* _REQUIRED ACTION_
Filter the entries below down to the lines that hold "turn".

====== RECORDS TO USE ======

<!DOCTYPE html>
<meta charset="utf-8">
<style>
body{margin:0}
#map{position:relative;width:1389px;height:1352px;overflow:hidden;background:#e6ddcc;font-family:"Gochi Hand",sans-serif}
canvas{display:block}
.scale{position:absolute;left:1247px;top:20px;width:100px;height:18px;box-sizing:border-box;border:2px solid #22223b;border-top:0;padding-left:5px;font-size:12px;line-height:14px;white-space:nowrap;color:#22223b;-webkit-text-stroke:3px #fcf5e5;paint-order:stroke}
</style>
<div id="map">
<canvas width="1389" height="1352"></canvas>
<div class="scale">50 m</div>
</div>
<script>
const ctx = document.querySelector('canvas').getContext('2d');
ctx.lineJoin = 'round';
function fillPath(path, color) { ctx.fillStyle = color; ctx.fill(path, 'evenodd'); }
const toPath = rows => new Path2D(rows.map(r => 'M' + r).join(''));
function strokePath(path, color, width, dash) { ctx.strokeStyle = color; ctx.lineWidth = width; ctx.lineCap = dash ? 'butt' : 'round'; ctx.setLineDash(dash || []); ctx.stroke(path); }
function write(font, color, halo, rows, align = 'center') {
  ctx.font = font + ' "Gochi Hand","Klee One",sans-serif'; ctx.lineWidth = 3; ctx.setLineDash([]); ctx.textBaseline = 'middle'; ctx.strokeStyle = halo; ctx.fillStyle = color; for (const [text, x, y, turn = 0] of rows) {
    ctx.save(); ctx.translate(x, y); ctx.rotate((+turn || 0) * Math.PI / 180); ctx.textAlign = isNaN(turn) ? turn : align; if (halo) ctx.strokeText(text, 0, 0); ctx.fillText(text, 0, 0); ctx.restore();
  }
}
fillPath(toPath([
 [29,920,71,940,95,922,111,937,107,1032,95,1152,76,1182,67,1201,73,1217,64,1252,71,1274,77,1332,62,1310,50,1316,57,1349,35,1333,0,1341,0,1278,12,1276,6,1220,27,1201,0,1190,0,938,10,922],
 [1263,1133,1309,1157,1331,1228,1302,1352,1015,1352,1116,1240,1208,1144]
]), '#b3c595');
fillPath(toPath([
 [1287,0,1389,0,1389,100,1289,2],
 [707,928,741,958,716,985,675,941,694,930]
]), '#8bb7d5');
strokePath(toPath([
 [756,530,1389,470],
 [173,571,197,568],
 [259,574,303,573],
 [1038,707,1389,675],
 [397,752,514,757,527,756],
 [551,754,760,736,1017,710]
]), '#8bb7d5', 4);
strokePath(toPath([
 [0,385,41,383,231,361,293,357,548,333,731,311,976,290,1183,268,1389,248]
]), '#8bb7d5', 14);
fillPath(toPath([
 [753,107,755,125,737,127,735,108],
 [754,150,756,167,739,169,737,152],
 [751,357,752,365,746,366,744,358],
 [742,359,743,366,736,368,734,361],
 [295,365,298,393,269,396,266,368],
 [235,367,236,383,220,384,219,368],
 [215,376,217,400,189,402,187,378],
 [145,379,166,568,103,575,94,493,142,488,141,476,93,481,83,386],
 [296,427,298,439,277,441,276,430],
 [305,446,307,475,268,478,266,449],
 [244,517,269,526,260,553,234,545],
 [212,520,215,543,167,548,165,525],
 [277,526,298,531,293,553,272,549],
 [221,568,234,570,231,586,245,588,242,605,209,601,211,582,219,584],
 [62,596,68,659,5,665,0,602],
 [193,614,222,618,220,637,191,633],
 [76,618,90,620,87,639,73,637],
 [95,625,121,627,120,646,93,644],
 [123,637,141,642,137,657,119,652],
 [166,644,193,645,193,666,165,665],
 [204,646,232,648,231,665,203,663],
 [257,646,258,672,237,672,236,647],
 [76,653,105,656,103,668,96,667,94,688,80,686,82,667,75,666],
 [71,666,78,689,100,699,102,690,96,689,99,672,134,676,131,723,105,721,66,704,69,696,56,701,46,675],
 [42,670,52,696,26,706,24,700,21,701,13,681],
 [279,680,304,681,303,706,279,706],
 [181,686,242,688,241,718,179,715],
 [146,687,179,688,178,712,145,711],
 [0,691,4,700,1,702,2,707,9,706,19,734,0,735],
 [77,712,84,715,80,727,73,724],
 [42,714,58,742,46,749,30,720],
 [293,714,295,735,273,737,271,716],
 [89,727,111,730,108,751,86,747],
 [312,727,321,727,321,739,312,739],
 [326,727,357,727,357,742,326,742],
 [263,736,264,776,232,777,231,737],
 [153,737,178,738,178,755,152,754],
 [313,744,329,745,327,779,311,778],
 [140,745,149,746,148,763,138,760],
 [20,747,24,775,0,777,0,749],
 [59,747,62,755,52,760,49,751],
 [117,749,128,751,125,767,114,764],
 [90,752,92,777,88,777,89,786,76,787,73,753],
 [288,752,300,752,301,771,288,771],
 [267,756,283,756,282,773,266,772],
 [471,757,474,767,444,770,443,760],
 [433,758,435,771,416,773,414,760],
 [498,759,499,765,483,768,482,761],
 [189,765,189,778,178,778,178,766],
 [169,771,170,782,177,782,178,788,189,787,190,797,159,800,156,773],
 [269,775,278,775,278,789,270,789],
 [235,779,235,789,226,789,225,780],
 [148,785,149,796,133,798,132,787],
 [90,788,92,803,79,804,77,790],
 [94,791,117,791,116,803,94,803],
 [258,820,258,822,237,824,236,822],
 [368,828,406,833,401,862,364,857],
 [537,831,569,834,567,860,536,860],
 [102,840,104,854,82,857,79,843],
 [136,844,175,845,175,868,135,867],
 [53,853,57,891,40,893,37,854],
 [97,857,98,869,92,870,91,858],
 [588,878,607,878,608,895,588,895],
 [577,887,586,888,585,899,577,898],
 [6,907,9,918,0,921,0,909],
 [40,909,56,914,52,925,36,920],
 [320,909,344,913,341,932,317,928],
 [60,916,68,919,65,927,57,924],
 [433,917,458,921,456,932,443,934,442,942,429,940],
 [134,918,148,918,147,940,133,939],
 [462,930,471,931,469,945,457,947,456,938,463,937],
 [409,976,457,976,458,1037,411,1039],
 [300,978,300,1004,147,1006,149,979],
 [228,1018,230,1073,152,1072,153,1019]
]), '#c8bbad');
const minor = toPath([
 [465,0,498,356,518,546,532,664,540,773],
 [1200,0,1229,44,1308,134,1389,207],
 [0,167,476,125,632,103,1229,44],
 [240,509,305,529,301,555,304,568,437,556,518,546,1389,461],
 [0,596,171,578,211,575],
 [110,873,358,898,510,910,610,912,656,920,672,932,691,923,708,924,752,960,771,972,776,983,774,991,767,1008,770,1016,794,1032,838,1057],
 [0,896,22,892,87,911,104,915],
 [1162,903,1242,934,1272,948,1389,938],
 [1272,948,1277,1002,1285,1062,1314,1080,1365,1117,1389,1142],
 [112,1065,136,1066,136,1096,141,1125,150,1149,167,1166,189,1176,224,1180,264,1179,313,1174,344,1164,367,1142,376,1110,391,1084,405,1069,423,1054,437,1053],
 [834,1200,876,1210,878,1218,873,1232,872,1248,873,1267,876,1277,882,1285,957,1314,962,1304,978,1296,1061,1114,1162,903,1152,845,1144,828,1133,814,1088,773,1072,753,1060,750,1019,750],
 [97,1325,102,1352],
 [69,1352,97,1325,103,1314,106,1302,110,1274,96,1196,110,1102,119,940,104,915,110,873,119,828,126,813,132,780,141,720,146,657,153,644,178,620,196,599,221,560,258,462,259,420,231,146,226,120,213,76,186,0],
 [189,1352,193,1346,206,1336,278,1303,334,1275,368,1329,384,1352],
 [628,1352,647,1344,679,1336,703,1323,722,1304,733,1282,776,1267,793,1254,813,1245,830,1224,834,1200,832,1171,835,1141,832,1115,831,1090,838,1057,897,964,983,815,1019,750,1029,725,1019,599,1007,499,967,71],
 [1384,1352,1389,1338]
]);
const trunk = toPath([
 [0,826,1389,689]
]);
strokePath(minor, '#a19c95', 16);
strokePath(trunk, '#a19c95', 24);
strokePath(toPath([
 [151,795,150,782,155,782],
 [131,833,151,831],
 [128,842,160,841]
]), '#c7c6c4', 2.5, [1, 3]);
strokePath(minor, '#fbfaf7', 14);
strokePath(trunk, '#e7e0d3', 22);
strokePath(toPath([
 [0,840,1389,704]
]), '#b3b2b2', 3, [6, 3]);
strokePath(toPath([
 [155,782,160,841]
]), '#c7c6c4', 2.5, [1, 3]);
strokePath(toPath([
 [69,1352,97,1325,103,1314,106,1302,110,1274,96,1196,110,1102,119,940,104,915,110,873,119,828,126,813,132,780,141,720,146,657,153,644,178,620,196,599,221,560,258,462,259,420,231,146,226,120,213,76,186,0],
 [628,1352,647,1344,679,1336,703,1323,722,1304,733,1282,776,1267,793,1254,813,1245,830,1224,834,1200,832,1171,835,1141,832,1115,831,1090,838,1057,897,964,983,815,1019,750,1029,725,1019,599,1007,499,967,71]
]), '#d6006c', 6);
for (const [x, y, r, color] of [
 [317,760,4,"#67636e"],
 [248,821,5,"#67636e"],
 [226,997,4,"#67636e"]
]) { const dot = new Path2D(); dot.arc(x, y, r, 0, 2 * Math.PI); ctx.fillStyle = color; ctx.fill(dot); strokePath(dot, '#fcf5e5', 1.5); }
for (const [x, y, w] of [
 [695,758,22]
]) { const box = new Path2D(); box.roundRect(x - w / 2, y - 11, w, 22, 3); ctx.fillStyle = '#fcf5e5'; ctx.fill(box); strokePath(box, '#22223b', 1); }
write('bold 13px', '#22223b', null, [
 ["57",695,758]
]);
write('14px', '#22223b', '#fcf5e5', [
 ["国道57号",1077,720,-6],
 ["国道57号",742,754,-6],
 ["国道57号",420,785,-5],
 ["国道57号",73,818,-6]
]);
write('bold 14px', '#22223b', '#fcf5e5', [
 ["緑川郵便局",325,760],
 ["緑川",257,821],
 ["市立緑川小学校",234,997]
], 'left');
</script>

======

* _RESPONSE_
  ctx.font = font + ' "Gochi Hand","Klee One",sans-serif'; ctx.lineWidth = 3; ctx.setLineDash([]); ctx.textBaseline = 'middle'; ctx.strokeStyle = halo; ctx.fillStyle = color; for (const [text, x, y, turn = 0] of rows) {
    ctx.save(); ctx.translate(x, y); ctx.rotate((+turn || 0) * Math.PI / 180); ctx.textAlign = isNaN(turn) ? turn : align; if (halo) ctx.strokeText(text, 0, 0); ctx.fillText(text, 0, 0); ctx.restore();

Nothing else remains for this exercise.